#### Supplied material
- - - -

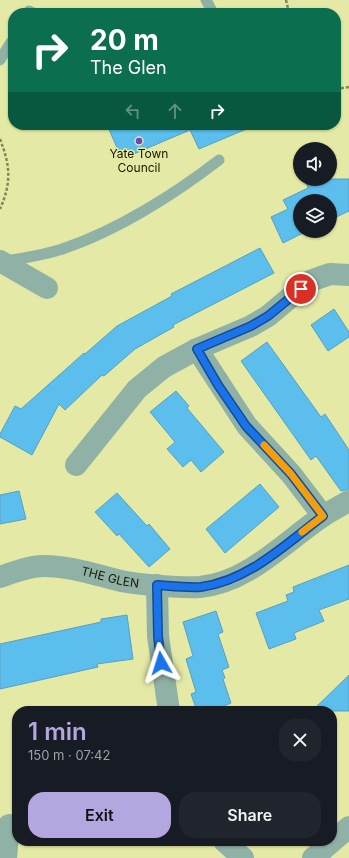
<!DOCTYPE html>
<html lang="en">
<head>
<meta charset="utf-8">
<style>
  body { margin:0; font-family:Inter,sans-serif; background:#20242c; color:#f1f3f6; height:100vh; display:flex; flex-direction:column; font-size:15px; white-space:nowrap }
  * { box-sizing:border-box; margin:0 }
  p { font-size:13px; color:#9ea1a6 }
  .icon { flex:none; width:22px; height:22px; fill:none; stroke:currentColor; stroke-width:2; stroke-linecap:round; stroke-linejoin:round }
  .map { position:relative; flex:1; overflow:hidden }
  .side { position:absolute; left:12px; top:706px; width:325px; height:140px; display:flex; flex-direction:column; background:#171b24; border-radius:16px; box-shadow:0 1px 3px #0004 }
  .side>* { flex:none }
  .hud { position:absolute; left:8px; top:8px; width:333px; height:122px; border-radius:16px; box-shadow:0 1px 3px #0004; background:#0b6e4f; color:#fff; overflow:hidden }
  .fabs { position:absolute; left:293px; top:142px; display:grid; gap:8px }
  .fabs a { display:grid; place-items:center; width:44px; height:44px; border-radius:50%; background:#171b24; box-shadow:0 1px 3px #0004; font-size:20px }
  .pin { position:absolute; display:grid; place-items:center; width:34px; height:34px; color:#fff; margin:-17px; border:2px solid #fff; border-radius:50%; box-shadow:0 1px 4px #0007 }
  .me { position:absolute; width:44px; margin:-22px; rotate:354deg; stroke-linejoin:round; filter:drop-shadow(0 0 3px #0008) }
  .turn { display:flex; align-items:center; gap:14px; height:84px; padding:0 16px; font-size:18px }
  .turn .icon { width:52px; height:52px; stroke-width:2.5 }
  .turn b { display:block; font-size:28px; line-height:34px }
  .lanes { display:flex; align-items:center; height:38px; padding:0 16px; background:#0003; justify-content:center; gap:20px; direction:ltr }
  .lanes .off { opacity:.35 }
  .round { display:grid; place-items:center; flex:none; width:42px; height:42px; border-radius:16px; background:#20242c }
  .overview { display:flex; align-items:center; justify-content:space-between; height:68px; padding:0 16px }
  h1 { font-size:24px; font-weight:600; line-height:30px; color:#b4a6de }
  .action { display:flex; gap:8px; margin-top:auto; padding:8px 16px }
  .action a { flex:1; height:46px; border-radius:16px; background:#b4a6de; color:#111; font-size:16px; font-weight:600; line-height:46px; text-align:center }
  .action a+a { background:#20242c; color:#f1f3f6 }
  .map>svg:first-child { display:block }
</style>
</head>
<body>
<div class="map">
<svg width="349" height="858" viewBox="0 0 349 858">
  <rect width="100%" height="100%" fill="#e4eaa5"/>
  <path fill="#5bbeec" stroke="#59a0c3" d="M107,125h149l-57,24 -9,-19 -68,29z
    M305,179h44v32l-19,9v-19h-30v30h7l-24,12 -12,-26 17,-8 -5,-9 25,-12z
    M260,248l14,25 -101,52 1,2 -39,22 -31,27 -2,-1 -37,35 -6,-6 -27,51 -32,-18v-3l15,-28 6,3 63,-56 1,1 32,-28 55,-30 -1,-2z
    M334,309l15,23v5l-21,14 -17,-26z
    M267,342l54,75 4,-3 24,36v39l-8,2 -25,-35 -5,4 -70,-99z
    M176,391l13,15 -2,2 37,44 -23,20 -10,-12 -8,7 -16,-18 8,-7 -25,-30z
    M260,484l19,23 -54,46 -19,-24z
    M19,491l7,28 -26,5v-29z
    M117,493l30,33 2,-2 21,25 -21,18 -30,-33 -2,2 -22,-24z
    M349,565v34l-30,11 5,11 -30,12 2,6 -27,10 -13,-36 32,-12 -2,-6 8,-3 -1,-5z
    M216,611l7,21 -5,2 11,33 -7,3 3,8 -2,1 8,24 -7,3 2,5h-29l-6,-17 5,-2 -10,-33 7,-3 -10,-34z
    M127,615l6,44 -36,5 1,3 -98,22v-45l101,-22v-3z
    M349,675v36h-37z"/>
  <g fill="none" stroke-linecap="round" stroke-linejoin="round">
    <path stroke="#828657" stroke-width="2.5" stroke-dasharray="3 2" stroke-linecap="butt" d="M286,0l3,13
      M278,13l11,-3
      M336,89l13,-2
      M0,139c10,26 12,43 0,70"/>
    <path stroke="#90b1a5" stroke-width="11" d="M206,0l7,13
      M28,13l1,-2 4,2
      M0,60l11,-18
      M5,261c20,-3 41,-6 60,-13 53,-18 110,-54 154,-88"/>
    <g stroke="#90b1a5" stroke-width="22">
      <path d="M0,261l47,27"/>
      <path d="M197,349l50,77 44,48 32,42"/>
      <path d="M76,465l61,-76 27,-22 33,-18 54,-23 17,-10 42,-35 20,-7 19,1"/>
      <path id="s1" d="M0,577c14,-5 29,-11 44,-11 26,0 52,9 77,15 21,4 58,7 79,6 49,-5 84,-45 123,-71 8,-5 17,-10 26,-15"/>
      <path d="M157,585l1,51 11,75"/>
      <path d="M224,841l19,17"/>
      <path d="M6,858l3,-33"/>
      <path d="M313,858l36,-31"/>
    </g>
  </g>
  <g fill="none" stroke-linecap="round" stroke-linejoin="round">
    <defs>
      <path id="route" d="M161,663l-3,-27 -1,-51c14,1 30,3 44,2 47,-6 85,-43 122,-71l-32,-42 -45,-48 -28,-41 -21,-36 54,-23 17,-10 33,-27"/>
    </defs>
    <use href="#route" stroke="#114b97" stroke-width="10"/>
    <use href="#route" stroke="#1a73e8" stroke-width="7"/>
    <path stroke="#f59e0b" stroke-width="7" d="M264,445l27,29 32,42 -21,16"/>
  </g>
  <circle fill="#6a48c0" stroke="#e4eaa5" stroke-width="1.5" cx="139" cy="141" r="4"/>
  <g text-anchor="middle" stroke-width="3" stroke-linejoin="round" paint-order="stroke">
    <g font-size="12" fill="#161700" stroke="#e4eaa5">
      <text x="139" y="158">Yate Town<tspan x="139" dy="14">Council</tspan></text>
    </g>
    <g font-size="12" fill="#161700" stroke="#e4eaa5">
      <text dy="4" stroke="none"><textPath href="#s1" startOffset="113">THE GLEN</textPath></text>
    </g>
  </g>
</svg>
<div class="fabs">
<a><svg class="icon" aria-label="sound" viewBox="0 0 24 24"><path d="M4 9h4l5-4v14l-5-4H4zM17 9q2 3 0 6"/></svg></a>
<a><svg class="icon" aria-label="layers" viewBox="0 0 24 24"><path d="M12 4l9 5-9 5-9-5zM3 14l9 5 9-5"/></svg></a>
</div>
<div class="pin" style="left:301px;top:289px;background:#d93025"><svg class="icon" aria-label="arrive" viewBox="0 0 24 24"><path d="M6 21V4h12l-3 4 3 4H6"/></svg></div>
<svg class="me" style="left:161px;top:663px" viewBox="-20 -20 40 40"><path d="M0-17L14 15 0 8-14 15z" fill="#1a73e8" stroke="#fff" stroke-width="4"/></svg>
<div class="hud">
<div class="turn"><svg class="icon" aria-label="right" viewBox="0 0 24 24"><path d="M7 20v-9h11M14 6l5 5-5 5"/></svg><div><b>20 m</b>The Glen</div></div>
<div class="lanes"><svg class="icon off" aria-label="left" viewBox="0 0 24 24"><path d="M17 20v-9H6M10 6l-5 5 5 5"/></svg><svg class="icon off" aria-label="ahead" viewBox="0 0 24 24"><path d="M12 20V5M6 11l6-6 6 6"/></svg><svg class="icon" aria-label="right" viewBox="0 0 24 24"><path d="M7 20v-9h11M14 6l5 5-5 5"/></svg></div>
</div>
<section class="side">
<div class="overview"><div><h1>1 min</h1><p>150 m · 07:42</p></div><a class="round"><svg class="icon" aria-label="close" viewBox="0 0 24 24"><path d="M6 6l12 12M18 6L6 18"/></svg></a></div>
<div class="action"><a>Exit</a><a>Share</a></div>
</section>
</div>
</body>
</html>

- - - -

#### Exercise
Please give only the number of lines in the listing that hold the word "linecap".

#### Result
4